A juventude grita: “a escola é nossa”

Por Priscila Silva

Foto publicada no blogviramundos.wordpress.com

Foto publicada no blogviramundos.wordpress.com

O Estado de São Paulo sofre, há anos, com um processo de degradação do ensino público em suas esferas de base: o ensino fundamental e o ensino médio. Os alicerces para a aprendizagem dos jovens paulistas estão, aos poucos, sendo destruídos por reformas que pouco contribuem para o processo de ensino, como a tão criticada progressão continuada, e hoje a polêmica reorganização escolar.

A reorganização escolar consiste no agrupamento de alunos nas escolas conforme suas faixas etárias e ciclos, basicamente separando os períodos de ensino fundamental 1, ensino fundamental 2, e ensino médio em escolas diferentes. Em razão desta reorganização, escolas que tinham poucos alunos e escolas ociosas serão reestruturadas, sofrendo reformas para serem transformadas em ETECs. Estas medidas, anunciadas há pouco tempo pelo Secretário de Educação do Estado de São Paulo, Herman Voorwald, geraram polêmica, uma vez que pouco contribuem pedagogicamente para a evolução destes jovens e crianças que serão realocados, e também por não terem sido discutidas em conjunto com as comunidades. O resultado foi de mais de 100 escolas ocupadas por alunos cujo lema é “A escola é nossa”.

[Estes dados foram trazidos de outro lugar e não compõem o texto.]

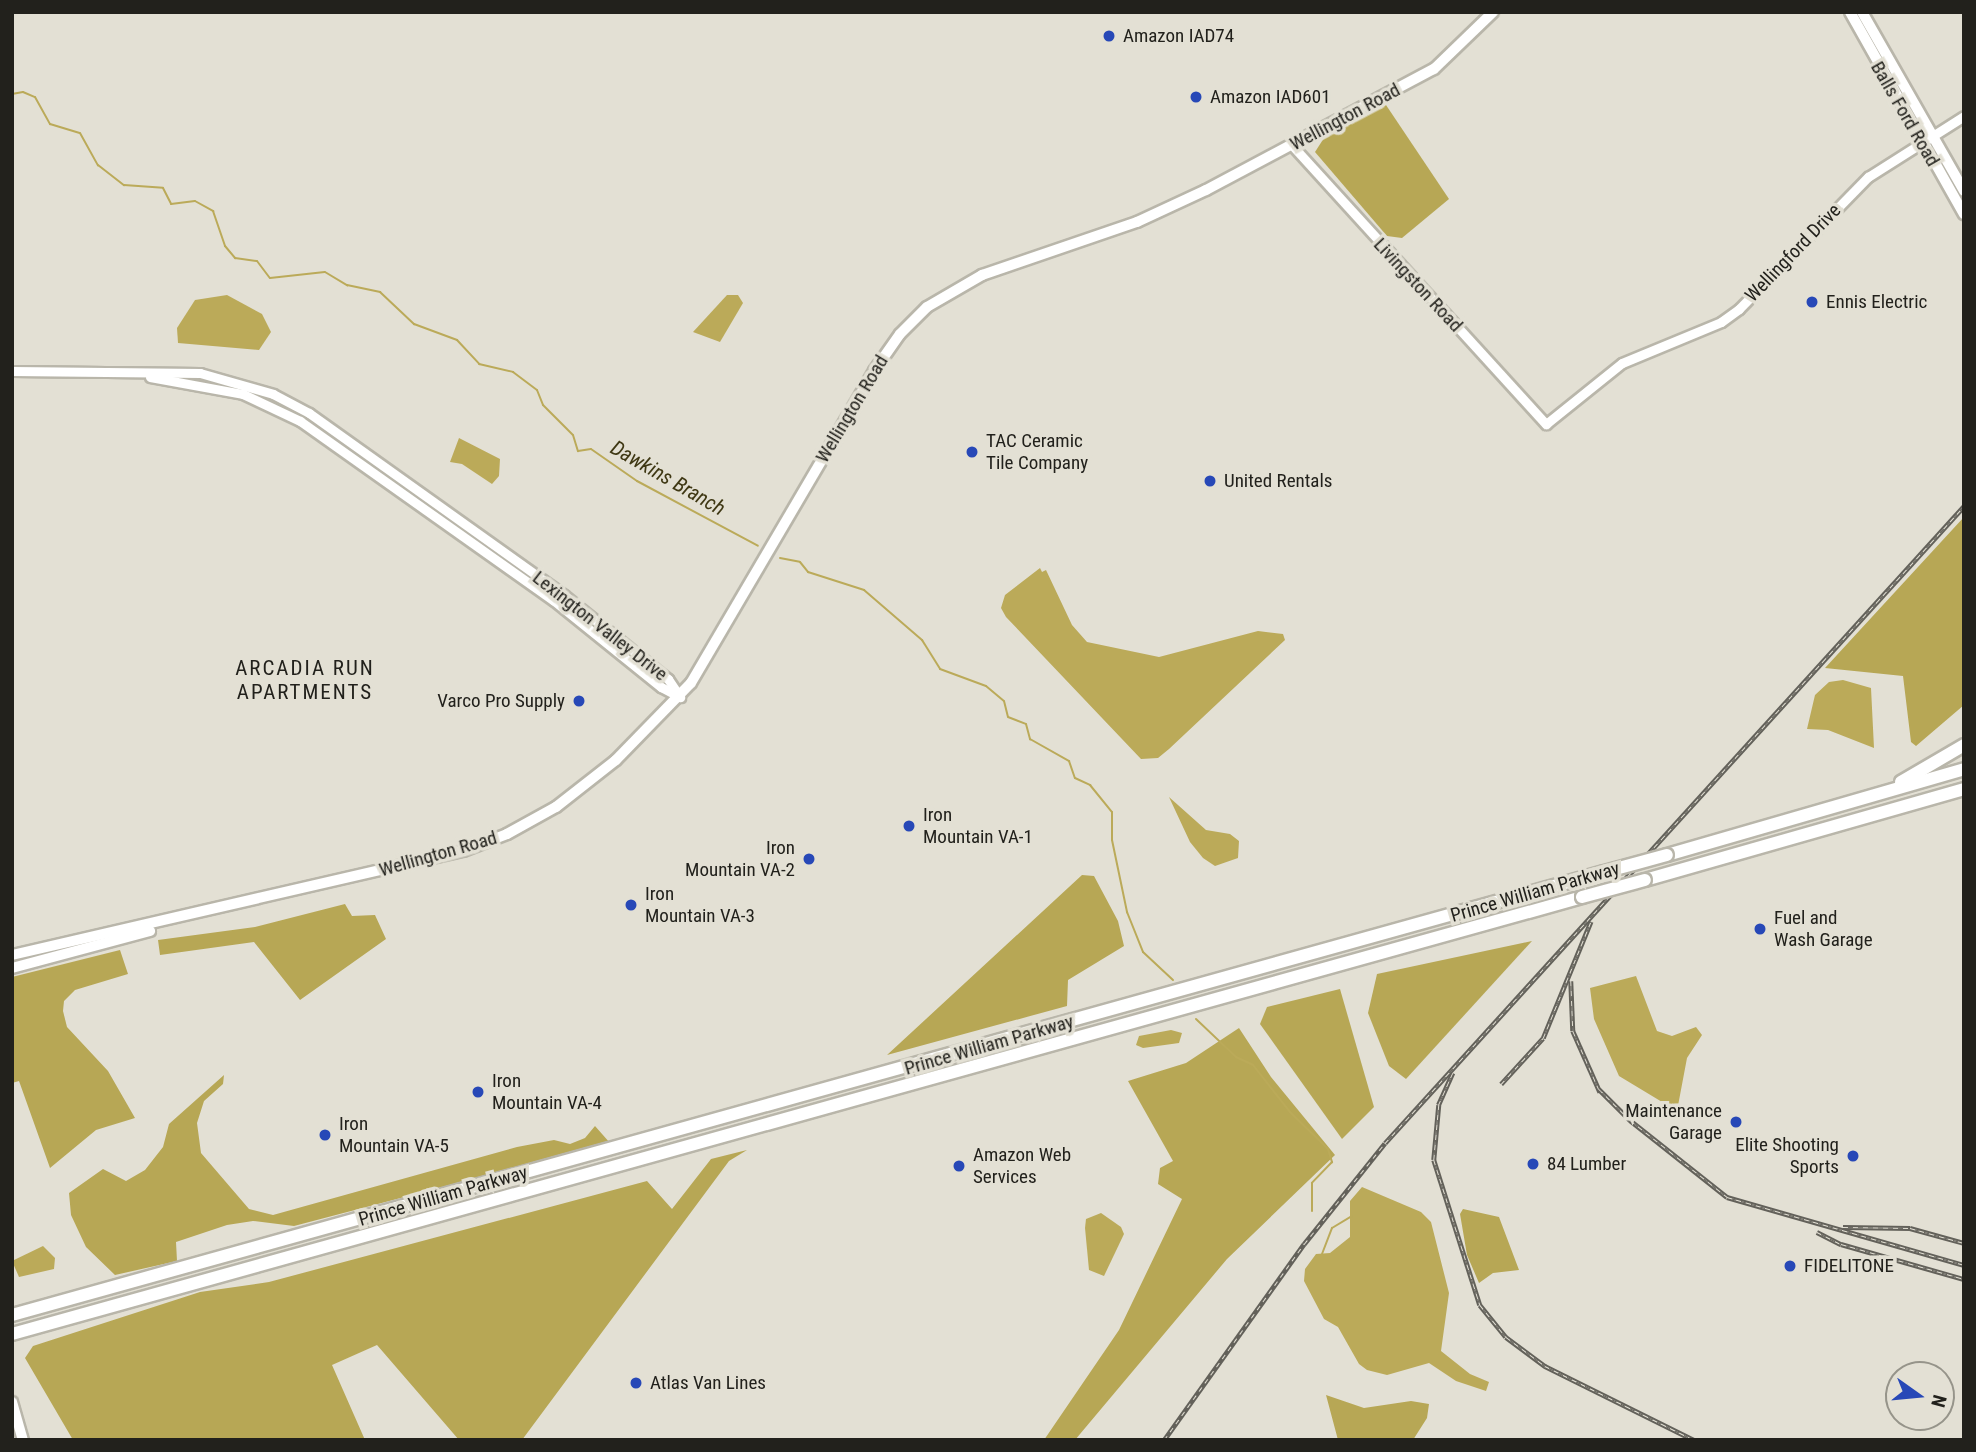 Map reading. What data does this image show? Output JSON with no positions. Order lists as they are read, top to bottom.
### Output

O fato é que as medidas de reorganização escolar afetarão alunos, funcionários das escolas e comunidade. Embora tenha sido feito um estudo prévio sobre a quantidade de alunos por bairro e considerada a distância média para a locomoção destes até a escola, a reorganização afetará famílias cujos filhos estudavam na mesma escola, e agora serão separados; deficientes que dependerão do transporte para se locomover até a escola de transferência, etc. Em questões administrativas, as escolas a serem fechadas deixarão desempregados professores contratados, coordenadores serão realocados e funcionários transferidos.

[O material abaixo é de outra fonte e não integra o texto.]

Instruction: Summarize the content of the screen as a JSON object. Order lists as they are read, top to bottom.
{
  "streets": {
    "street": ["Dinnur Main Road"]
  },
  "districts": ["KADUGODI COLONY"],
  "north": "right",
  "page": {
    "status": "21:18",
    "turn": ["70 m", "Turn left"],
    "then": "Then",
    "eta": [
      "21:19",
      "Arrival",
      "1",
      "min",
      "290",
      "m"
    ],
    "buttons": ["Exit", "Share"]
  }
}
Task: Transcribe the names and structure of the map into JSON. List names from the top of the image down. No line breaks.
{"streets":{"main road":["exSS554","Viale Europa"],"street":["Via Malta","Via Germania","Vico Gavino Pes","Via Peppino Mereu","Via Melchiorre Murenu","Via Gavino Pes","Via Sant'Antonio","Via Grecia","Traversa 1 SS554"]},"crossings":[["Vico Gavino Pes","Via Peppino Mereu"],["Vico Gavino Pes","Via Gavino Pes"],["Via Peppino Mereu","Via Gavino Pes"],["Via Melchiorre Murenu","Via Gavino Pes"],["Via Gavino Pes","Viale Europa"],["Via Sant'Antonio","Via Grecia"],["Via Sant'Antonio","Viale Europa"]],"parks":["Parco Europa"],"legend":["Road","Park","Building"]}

É por esta e outras razões que os alunos tomaram suas escolas e se organizaram em ocupações, reivindicando o direito de permanecerem estudando em escolas nas quais estiveram durante toda a sua trajetória escolar, com as quais criaram afeto, ou ainda por questões de distância, já que a reorganização não os favoreceria.

Em entrevista à Revista Escrita Pulsante, o ex Secretário Adjunto, João Palma Filho, comentou sobre a reorganização e sobre suas expectativas futuras sobre o ensino público paulista.

Foto: A2 Fotografia / Milton Michida

Foto: A2 Fotografia / Milton Michida

– Revista Escrita Pulsante: Nós gostaríamos de saber a sua opinião sobre a reestruturação das escolas paulistas, sobre sua visão deste planejamento.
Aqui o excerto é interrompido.